Она окинула его холодным взглядом и не ответила. Он не обратил на это никакого внимания.
– Надоело мне, – заявил он. – Пик, мы сегодня наберёмся. Устроим торнадо. Всех в трущобы. Я сегодня наберусь. А если ты мой друг, то наберёшься со мной. – Он уставился на меня. – Ты мне друг?
– Конечно, – сказал я. – Мы сегодня ух, как дёрнем.
– Ага, – сказал он, заулыбался и вдруг нахмурился. – Что это у тебя?
– Где?
– Вот, вот!
– Что, что такое? – сказал я.
– Развернись! – потребовал Лагуна.
– Голову напекло? – сказал я.
Лагуна сзади задумчиво сопел.
– Где это ты так?
Дар мельком глянула на мою спину и сразу отвернулась.
– Да что такое? – заорал я. – Ты можешь сказать толком?
– Упал, что ли?
– Отцепись. Надоел.
– Ладно, – сказал Лагуна и пожал плечами.
Он посмотрел на меня, на Дар и вдруг, как школьница, отчаянно покраснел.
Я расслабленно откинулся на спину.
На небе, как всегда, не было ни облачка, оно было чистое и синее.
С моря донесся сильный всплеск, будто рыба хвостом хлестнула. Из воды выбирался Корка, а за ним девушка.
Корка встал на ласты и шлепнулся обратно в воду. Всегда он был робкий. Сейчас он изображал из себя гуляку, назло методу. Он закрутился на месте. Лагуна с интересом следил.
– Самец!
Девушка скинула ласты, как тапочки, обеими руками охватила мокрые волосы, покрутив головой с закрытыми глазами, прогнулась назад. Грудь напряглась и округлилась. Девушка, не меняя позы, открыла глаза и весело рассмеялась. На всем теле у нее застыли крупные капли.

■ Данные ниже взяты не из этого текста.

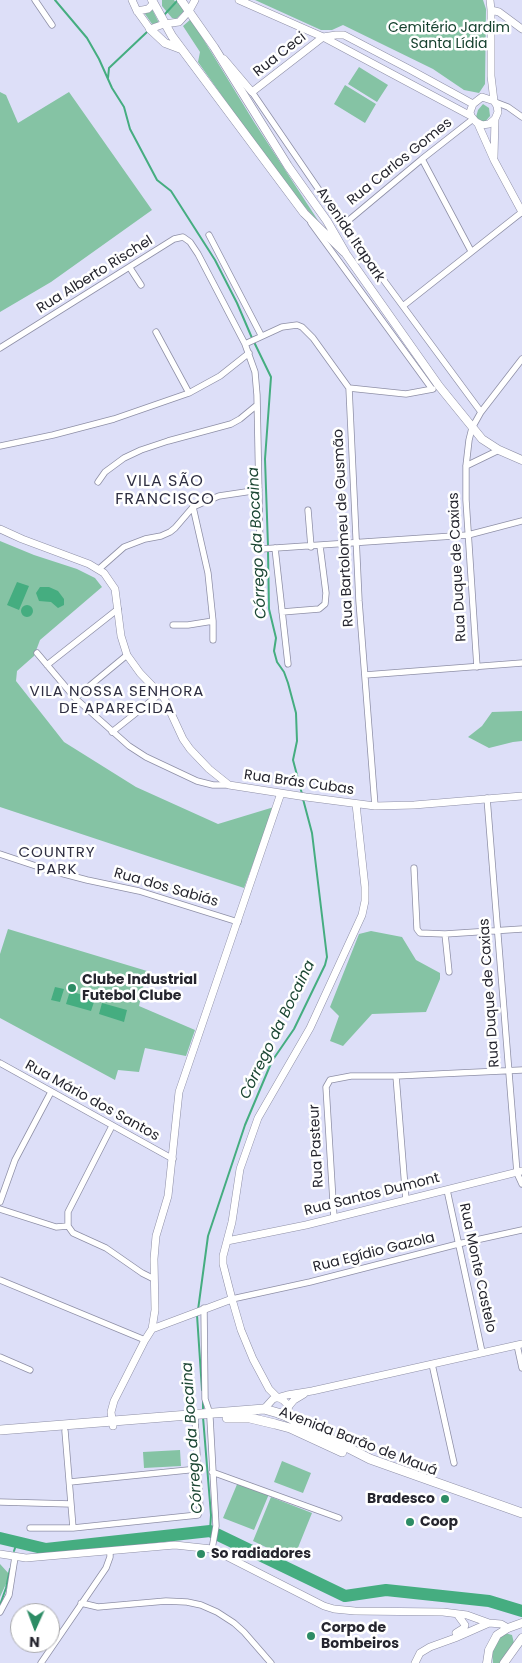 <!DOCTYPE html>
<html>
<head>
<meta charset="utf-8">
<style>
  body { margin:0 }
  #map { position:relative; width:522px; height:1663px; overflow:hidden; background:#dddff8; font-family:Poppins,sans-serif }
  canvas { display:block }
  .north { position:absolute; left:10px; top:1603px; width:50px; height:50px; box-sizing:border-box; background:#fff; border:1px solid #a8a8ab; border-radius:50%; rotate:182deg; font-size:14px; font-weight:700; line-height:20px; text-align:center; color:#25252e }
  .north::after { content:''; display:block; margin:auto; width:18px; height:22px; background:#2d8c65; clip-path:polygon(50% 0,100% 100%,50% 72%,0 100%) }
</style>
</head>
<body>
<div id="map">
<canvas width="522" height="1663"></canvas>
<div class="north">N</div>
</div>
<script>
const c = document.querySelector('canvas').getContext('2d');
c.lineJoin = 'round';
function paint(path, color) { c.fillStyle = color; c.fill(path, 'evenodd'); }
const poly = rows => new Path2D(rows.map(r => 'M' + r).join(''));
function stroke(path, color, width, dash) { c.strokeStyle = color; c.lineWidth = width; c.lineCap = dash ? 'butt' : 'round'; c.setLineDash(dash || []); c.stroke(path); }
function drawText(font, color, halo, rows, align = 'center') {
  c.font = font + ' Poppins,sans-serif'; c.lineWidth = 5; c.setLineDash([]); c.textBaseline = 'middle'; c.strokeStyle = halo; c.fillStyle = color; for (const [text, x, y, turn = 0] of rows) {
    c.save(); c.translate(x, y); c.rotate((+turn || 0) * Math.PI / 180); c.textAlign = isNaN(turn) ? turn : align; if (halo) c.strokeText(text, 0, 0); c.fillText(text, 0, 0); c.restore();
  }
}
paint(poly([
  [162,0,174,0,176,3,181,3,184,7,183,12,176,19,172,18,162,6],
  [255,0,483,0,486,9,485,84,479,93,464,90,433,69,343,25,332,30,321,30],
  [152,9,159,23,152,24,145,14,147,11],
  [191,19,254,122,319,222,298,200,261,151,198,62,200,52,183,26],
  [359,67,388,85,377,102,348,84],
  [345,85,376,104,365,123,334,104],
  [0,92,6,95,18,123,69,92,152,210,51,282,0,312],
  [483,104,489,108,490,116,485,122,478,123,476,117,478,110],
  [0,541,34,555,77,569,95,578,102,587,40,640,34,656,17,671,16,681,64,742,136,787,218,824,274,807,244,888,0,807],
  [522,711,522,741,513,742,489,748,468,737,482,726,492,712],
  [8,929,147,971,139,1006,195,1030,186,1056,145,1048,139,1072,118,1070,115,1080,0,1018,0,954],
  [371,931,402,937,416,960,440,973,440,979,426,1012,372,1014,343,1046,330,1041,339,1016,330,1007,359,934],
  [180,1450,181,1466,144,1468,143,1452],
  [282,1461,311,1473,303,1493,274,1482],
  [238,1482,269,1494,254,1530,223,1518],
  [271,1497,312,1513,293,1560,253,1541],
  [0,1564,10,1575,0,1597],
  [505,1633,512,1635,514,1643,501,1663,493,1663,492,1654,494,1646,497,1640]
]), '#85c3a4');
paint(poly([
  [17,582,29,586,19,610,7,605],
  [40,587,49,587,58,591,64,599,64,605,58,608,51,602,39,601,36,593],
  '21 611a6 6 0 1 1 12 0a6 6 0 1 1-12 0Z',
  [55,987,64,989,60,1002,51,1000],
  [70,991,95,999,91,1011,66,1004],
  [102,1003,127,1010,124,1022,99,1014]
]), '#45ad80');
stroke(poly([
  [55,0,87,38,99,59,112,88,124,107,130,129,157,180,171,191,215,260,237,303,252,338],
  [165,14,177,1],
  [108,78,109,68,147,32],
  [254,342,271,377,265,459,268,546],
  [268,551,269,609,276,638,274,651,277,662,284,672,288,683,296,713,297,741,293,760,302,794],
  [198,1310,208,1236,245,1125,272,1061,294,1029,325,965,327,957,312,833,303,799],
  [197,1315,202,1390],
  [203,1400,203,1410],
  [203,1417,211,1515,210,1531],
  [14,1551,17,1542],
  [0,1605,6,1588,10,1569]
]), '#45ad80', 2);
stroke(poly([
  [0,1538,46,1549,210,1531,345,1596,386,1590,489,1601,522,1611]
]), '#45ad80', 12);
const minor = poly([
  [35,0,52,25],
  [252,92,343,225,481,412],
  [495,102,508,107,522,117],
  [422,159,471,251],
  [311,223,432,389],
  [343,225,422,159,473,119],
  [209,235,261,335],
  [130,268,141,285],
  [403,306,522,212],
  [156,332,189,393],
  [245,344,282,327,297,325,302,327,313,338,349,388,359,601,375,806],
  [0,348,174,239,183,237,190,242,198,254,245,344,255,372,257,395,260,547,261,549,468,535,522,521],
  [349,388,406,394,433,389],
  [0,446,53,435,114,419,189,393,220,376,249,353],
  [466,466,499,450],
  [98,482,105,472,124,458,141,450,168,441,231,424,240,419,257,405],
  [193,507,208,573,213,621,213,640],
  [308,510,311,547],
  [275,548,288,664],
  [99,569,124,547,145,539,161,536,170,532,175,528,193,507,202,503,219,496,259,490],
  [282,612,319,609,325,604,326,593,320,546],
  [173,625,188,625,213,621],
  [37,653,75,698,129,746,146,757,197,781,213,785,229,785],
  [47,665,118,609],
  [477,667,466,500,466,466,469,440,472,428,481,412,522,359],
  [365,675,522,663],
  [75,698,127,655],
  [112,732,161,693],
  [487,798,517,1173,522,1184],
  [0,854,45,869,87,880,139,891,238,922],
  [414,868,417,929,420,933,445,934,522,929],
  [445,934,449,972],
  [0,1063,173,1159],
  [396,1076,406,1200],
  [447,1190,482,1352],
  [0,1202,15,1160,51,1092],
  [0,1209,56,1227,68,1226],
  [334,1218,326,1087,330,1080,351,1076,396,1076,522,1070],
  [68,1226,68,1212,112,1126],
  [68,1226,73,1233,106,1248,142,1273,154,1279],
  [0,1280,145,1340],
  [232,1299,310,1282,458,1244,522,1230],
  [204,1308,205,1399,210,1414],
  [517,1345,522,1368],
  [0,1357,30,1370],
  [432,1364,454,1463],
  [210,1418,216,1526,212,1549],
  [65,1431,73,1528],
  [212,1472,339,1518],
  [70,1482,198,1469],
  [0,1502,71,1504],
  [30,1528,73,1528,198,1515,200,1508,195,1419],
  [81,1603,98,1607,166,1601,187,1602,201,1605,217,1612,234,1623,244,1632,271,1663],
  [0,1612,9,1595,15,1557],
  [41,1663,106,1568,110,1557,110,1551]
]);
const tertiary = poly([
  [132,0,137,11,150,29,164,24,179,22,189,11,195,0],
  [239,0,323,37,471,116],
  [490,0,491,10,491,76,494,101,497,106,498,112,495,119,489,124,482,125,476,122,471,116,470,112,473,104,482,97,494,101],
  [491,10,499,12,522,29],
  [137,11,148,9,153,4],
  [224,59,252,92,323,37,336,35,344,35,409,69,473,104],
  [478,124,494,160,522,212],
  [494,157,495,119],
  [0,529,22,539,89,564,104,573,115,589,121,636,127,655,140,673,164,698,183,739,190,749,209,769,229,785,306,797,375,806,414,805,522,796],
  [227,1241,306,1225,522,1171],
  [152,1329,232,1299],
  [289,1406,283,1400,277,1397,269,1389,253,1359,241,1330,232,1299,223,1264,223,1256,232,1222,240,1169,258,1118,310,1028,362,915,365,901,365,887,356,804],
  [264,1409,273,1399,287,1395,312,1391,522,1344],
  [286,1416,289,1406,294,1400,304,1394],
  [113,1426,111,1412,114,1401,145,1340,152,1329,155,1310,154,1259,156,1236,168,1196,179,1092,281,793],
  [0,1554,26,1558,175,1545,212,1549,324,1606,334,1609,355,1611,443,1612,467,1615,489,1623],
  [456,1633,464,1628,465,1625,457,1614],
  [415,1663,420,1653,430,1647,455,1638,489,1623,501,1624,508,1628]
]);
const secondary = poly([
  [152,0,172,36,304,213,344,252],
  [181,0,214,47,288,166,327,221,346,254,439,386,482,439,499,450,522,460],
  [150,29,165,43,181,49],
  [487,1663,489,1650,497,1635,508,1628,522,1623],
  [504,1663,522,1638]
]);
const primary = poly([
  [227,1418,250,1418,275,1424,290,1428,342,1452],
  [0,1430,264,1409,278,1413,286,1416,370,1459,522,1513]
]);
stroke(minor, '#8e8fa6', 7);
stroke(tertiary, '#8e8fa6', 8);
stroke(secondary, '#8e8fa6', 9);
stroke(primary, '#8e8fa6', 10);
stroke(minor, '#fff', 5.5);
stroke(tertiary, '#fff', 7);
stroke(secondary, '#fff', 8);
stroke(primary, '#fff', 9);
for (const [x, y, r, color] of [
  [72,988,5,"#2d8c65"],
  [445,1499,5,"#2d8c65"],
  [410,1522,5,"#2d8c65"],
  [201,1554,5,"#2d8c65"],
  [311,1636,5,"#2d8c65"]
]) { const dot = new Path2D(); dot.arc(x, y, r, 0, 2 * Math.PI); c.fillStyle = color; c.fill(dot); stroke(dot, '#fff', 2); }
drawText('14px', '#15412e', '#fff', [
  ["Cemitério Jardim",449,28],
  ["Santa Lídia",449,44]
]);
drawText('14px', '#25252e', '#fff', [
  ["Rua Ceci",280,55,-38],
  ["Rua Carlos Gomes",400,162,-39],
  ["Avenida Itapark",350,235,56],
  ["Rua Alberto Rischel",95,275,-32],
  ["Rua Bartolomeu de Gusmão",344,528,-93],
  ["Rua Duque de Caxias",458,567,-93],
  ["Rua Brás Cubas",299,783,8],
  ["Rua dos Sabiás",166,888,16],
  ["Rua Duque de Caxias",490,993,-94],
  ["Rua Mário dos Santos",92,1101,29],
  ["Rua Pasteur",317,1146,-93],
  ["Rua Santos Dumont",372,1195,-14],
  ["Rua Egídio Gazola",374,1253,-14],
  ["Rua Monte Castelo",477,1268,78],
  ["Avenida Barão de Mauá",358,1442,21]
]);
drawText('bold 14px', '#25252e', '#fff', [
  ["Clube Industrial",82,980],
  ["Futebol Clube",82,996],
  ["Bradesco",435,1499,"right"],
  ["Coop",420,1522],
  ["So radiadores",211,1554],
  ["Corpo de",321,1628],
  ["Bombeiros",321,1644]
], 'left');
drawText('italic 15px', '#1b4633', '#fff', [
  ["Córrego da Bocaina",258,543,-93],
  ["Córrego da Bocaina",278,1030,-64],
  ["Córrego da Bocaina",193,1438,-94]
]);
c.letterSpacing = '1px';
drawText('15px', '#2f2f42', '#fff', [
  ["VILA NOSSA SENHORA",117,692],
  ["DE APARECIDA",117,709],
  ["COUNTRY",57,853],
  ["PARK",57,870]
]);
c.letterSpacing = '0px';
c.letterSpacing = '1px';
drawText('16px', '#2f2f42', '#fff', [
  ["VILA SÃO",165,482],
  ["FRANCISCO",165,500]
]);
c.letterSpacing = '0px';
</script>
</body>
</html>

– Топ, – сказала Дар, – как охота?
– Прелестно, – сказала Топ. – Там такие рыбы! Одна как потащит Корку…
– Да? – сказала Дар без интереса.
– Да, – сказала Топ. – Корка прокатился на одной. Корка, правда, весело было?
– Очень, – сказал Корка. – Чуть не лопнул со смеху.
– Вот, видишь, – сказала Топ. – А я что говорила. – Она свесила сырые волосы, наклонив голову.
Я смотрел на нее. Одно ухо оголилось. Оно было очень нежным. Топ посмотрела на меня своими задорными глазами. Лицо у нее еще было совсем детским, не до конца оформившимся, полным лукавой прелести.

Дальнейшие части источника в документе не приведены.